Ils sont tous contents, les grands partis ! L’UMP et ses acolytes de la
droite, parce qu’ils arrivent largement en tête de ce premier tour des
élections départementales. Le Front national, parce qu’il s’installe comme l’un
des trois grands partis du pays en décrochant des positions de notables et en
se rapprochant de la mangeoire. Et même le Parti socialiste !
Ce dernier se sait tellement vomi par son propre électorat, après trois ans
de gouvernement, qu’il s’attendait au pire. Même s’il paiera au second tour les
conséquences de son recul électoral, avec 20 % le Parti socialiste sauve la
face.
Les urnes ne sont même pas encore rangées que le PS appelle à voter au deuxième
tour pour les candidats de la droite qu’il appelle « républicains », lorsque
ses propres candidats ont été écartés ou ne sont pas en position de gagner.

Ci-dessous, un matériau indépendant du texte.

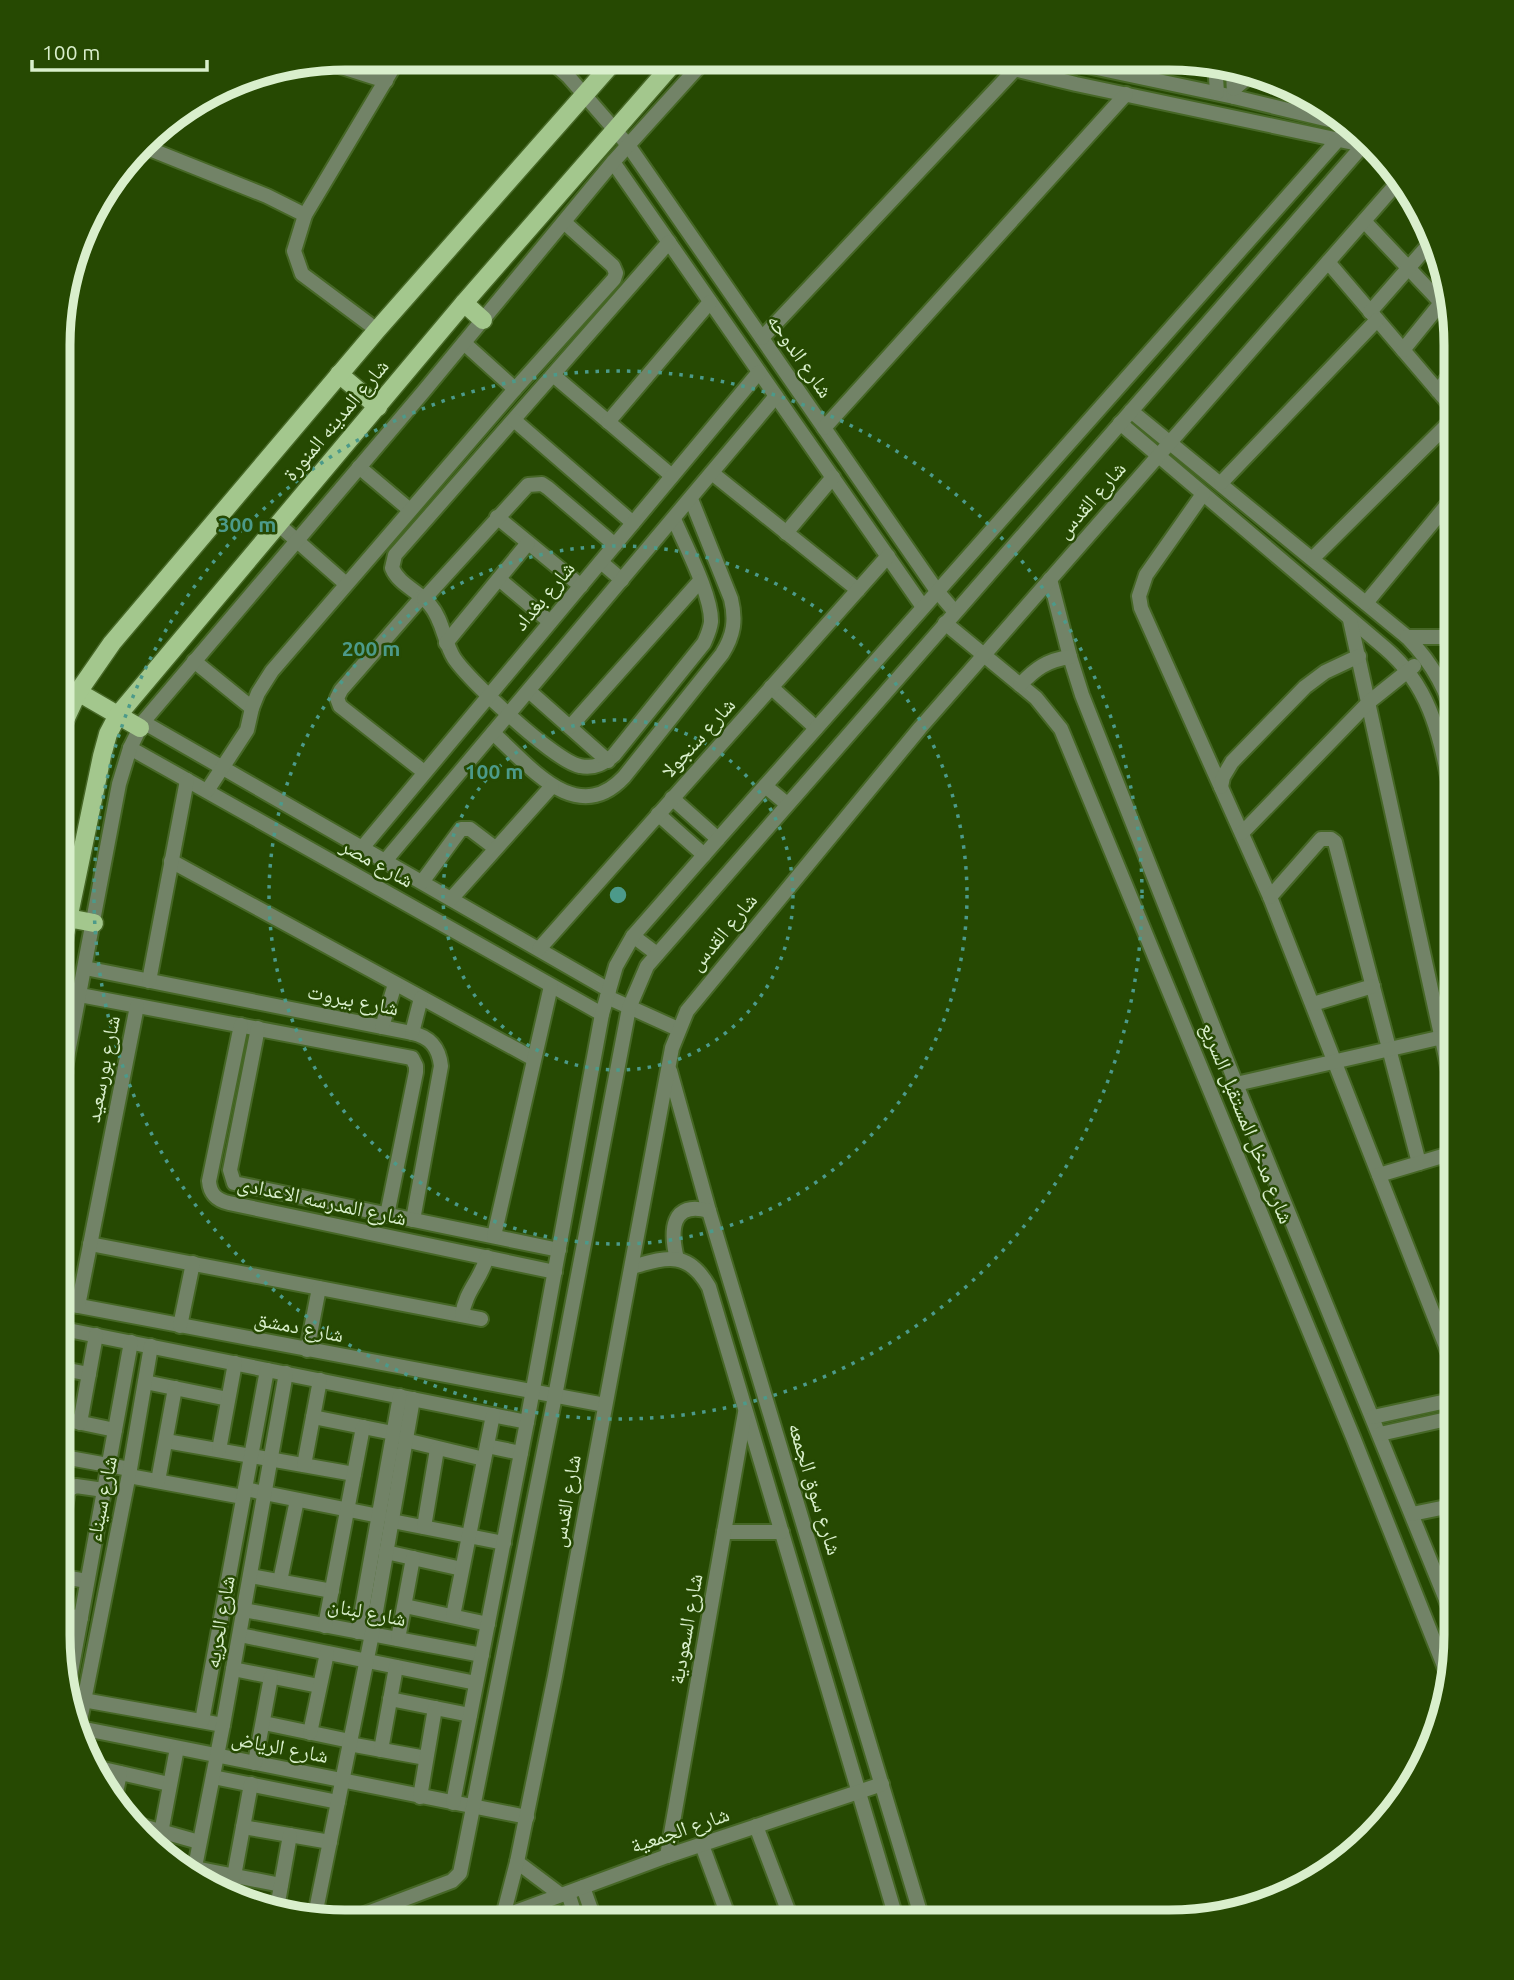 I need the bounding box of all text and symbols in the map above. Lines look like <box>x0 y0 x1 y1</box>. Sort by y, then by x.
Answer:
scale bar <box>32 28 206 72</box>
text: 100 m <box>42 40 100 64</box>
street label: شارع الدوحه <box>762 309 838 403</box>
street label: شارع المدينه المنورة <box>277 354 395 486</box>
street label: شارع القدس <box>1051 456 1131 544</box>
text: 300 m <box>218 512 276 536</box>
street label: شارع بغداد <box>507 556 581 636</box>
text: 200 m <box>342 636 400 660</box>
street label: شارع سنجولا <box>655 692 741 784</box>
text: 100 m <box>465 759 523 783</box>
street label: شارع مصر <box>335 832 418 894</box>
centre of rings <box>606 883 630 907</box>
street label: شارع القدس <box>683 888 763 976</box>
street label: شارع بيروت <box>305 978 401 1022</box>
street label: شارع بورسعيد <box>80 1013 126 1125</box>
street label: شارع مدخل المستقبل السريع <box>1195 1018 1299 1228</box>
street label: شارع المدرسه الاعدادى <box>235 1170 409 1232</box>
street label: شارع دمشق <box>252 1306 346 1348</box>
street label: شارع سوق الجمعه <box>783 1420 847 1558</box>
street label: شارع القدس <box>545 1453 587 1549</box>
street label: شارع سيناء <box>81 1454 123 1544</box>
street label: شارع السعودية <box>663 1572 709 1686</box>
street label: شارع الحريه <box>199 1574 241 1670</box>
street label: شارع لبنان <box>326 1592 408 1632</box>
street label: شارع الرياض <box>229 1725 331 1769</box>
street label: شارع الجمعية <box>627 1801 733 1859</box>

Toute honte bue, le PS souligne une fois de plus qu’il n’y a aucune
différence entre sa politique et celle de la droite, ce dont l’électorat
populaire a amplement l’occasion de se rendre compte.

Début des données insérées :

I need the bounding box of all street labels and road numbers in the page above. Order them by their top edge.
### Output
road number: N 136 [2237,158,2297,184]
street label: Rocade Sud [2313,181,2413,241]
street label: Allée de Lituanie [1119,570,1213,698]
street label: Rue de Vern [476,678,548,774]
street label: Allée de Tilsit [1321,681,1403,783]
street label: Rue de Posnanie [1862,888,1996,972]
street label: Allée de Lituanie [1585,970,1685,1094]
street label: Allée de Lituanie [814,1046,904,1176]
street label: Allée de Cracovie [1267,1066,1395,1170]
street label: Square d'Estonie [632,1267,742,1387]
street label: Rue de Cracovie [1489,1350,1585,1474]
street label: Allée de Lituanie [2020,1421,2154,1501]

Ils sont tous contents, les grands partis, mais l’électorat populaire n’a
aucune raison de l’être.
Hollande n’a pas du tout l’intention, malgré cette sanction électorale, de
changer de politique. Il continuera à exécuter servilement les quatre volontés
de la grande bourgeoisie et des banquiers. Il poursuivra cette politique qui,
pour consacrer toujours plus d’argent à ceux qui en ont déjà beaucoup, vide les
poches de ceux qui travaillent, de ceux qui font vivre le pays, jusques et y
compris les plus démunis.
Si les élections départementales n’ont pas la possibilité de changer les
équipes qui gouvernent le pays, elles servent aux partis de tremplin pour les
élections nationales et surtout pour l’élection présidentielle de 2017. Mais on
sait que ceux qui auront une chance de l’emporter face à Hollande ne valent pas
mieux que lui.
En ce qui concerne le revenant Sarkozy, le monde du travail a eu le temps
de vérifier et de revérifier qu’il était violemment anti ouvrier. Quant au FN,
il n’y a pas besoin de le voir à l’œuvre pour comprendre qu’en plus d’être
réactionnaire, il veut dresser les travailleurs les uns contre les autres, ceux
en activité contre les chômeurs accusés d’être des assistés, les Français
contre les étrangers.
Le mouvement ouvrier, au temps où il était communiste et révolutionnaire,
défendait l’idée que le seul droit que la bourgeoisie consent aux opprimés dans
le cadre de sa démocratie et des élections est d’élire celui qui les opprimera
pendant la période à venir.
La principale et pour ainsi dire la seule utilité des élections a toujours
été, pour le mouvement ouvrier, de lui donner la possibilité de s’exprimer, de
lui permettre de défendre les exigences et les perspectives de la classe
ouvrière devant l’ensemble de la population.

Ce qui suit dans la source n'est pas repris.